Koroma says he made the song from the problems and suffering of fellow
refugees. The song “Soda Soap” is about a locally made soap that is
neglected until hard times come. Then everyone turns to it. The song
shows respect for what people can do for themselves. “Weapon Conflict”
uses an African proverb: When two elephants are fighting, the grass
“dem’ a-suffer.” The end of the proverb is in Pidgin English but I think
the meaning is clear enough. Common people are caught in the middle when
armed powers attempt to blow one another away. Some of their songs make
good applications of Bible passages.
Sierra Leone’s Refugee All
We don’t know how many refugees listen to the radio, but since it is
the most affordable transmitted medium, we would assume a good number.

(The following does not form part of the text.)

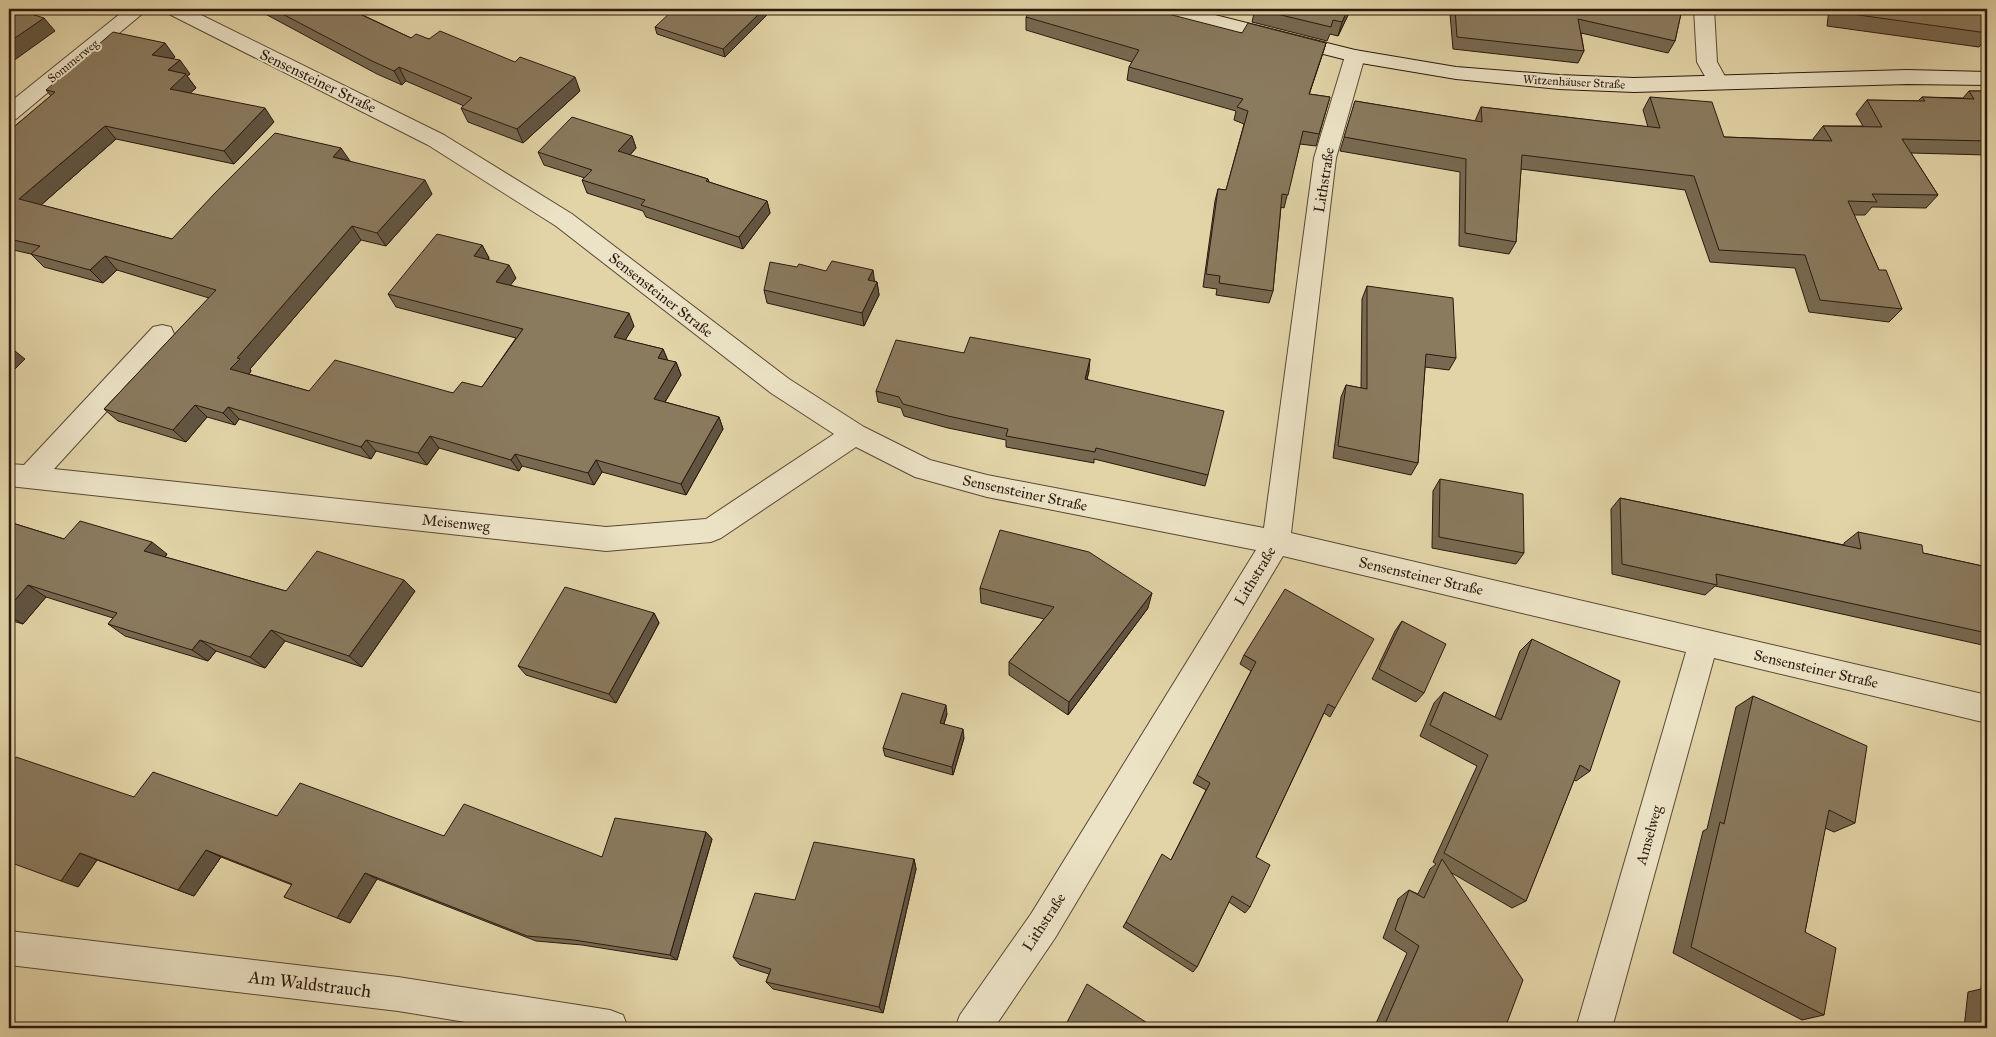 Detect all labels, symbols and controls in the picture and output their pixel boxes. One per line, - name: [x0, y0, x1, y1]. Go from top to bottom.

Of all the people who hear us, we would also assume refugees would be
the least able to get back in touch with us and let us know. We received
one email from a man in Eastern DRC (Democratic Republic of Congo) who
was looking for a way to receive a Bible course through the mail when
there was no postal service available to his area. He could be a member
of a refugee settlement. [It is a little known fact that the U.S.
admitted 16,370 refugees from DRC in fiscal 2016 and only 12,587 from
Syria! The difference is largely due to the fact that refugees from DRC
pose no Islamic militant threat. (The Guardian, 3 Oct 2016)]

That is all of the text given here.